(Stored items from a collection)
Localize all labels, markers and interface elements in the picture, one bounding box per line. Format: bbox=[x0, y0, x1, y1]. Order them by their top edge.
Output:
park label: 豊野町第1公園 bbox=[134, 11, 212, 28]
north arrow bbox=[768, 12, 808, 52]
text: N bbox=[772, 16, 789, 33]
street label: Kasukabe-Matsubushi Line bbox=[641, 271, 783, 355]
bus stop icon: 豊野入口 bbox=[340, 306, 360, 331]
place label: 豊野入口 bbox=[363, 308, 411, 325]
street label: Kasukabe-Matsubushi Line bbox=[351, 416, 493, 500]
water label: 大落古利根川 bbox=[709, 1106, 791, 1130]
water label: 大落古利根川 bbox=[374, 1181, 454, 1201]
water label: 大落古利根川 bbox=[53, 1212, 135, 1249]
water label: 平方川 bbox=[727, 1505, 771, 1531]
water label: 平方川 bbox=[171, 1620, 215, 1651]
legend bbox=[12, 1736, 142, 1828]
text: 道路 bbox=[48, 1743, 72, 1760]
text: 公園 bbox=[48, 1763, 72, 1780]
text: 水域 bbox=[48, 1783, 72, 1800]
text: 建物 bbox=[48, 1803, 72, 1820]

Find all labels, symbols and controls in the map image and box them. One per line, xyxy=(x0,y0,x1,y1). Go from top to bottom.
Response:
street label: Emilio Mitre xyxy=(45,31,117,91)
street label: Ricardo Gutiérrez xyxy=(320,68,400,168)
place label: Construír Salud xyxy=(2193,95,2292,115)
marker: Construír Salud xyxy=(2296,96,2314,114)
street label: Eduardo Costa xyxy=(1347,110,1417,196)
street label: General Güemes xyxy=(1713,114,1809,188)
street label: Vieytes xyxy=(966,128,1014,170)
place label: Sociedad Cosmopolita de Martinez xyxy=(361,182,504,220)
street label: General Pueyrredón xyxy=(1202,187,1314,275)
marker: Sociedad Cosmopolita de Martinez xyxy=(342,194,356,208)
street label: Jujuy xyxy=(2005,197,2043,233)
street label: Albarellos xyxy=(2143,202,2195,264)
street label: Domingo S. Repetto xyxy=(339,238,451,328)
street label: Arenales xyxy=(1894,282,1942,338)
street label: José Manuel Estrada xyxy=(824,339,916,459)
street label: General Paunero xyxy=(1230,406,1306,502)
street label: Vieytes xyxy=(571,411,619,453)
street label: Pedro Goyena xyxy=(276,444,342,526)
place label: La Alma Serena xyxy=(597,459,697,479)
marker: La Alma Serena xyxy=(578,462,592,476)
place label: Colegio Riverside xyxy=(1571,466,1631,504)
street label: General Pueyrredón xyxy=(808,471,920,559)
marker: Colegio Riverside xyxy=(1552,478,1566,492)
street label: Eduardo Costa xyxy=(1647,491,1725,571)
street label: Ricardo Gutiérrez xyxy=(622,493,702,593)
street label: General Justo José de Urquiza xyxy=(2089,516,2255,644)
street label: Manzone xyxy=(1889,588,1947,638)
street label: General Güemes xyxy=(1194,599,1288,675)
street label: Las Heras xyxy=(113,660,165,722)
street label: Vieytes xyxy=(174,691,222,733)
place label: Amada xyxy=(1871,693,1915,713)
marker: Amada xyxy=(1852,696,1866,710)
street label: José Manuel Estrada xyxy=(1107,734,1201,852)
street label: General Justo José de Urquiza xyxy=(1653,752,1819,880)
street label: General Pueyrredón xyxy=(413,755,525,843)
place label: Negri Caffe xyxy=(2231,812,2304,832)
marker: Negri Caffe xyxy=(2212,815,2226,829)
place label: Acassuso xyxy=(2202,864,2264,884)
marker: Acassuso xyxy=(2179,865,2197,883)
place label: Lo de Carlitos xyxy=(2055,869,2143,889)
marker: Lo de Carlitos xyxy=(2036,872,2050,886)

## What you need to do:
Go line by line through the data, copying each one that contains the word "Eduardo".

## Solution for this exercise:
street label: Eduardo Costa xyxy=(1347,110,1417,196)
street label: Eduardo Costa xyxy=(1647,491,1725,571)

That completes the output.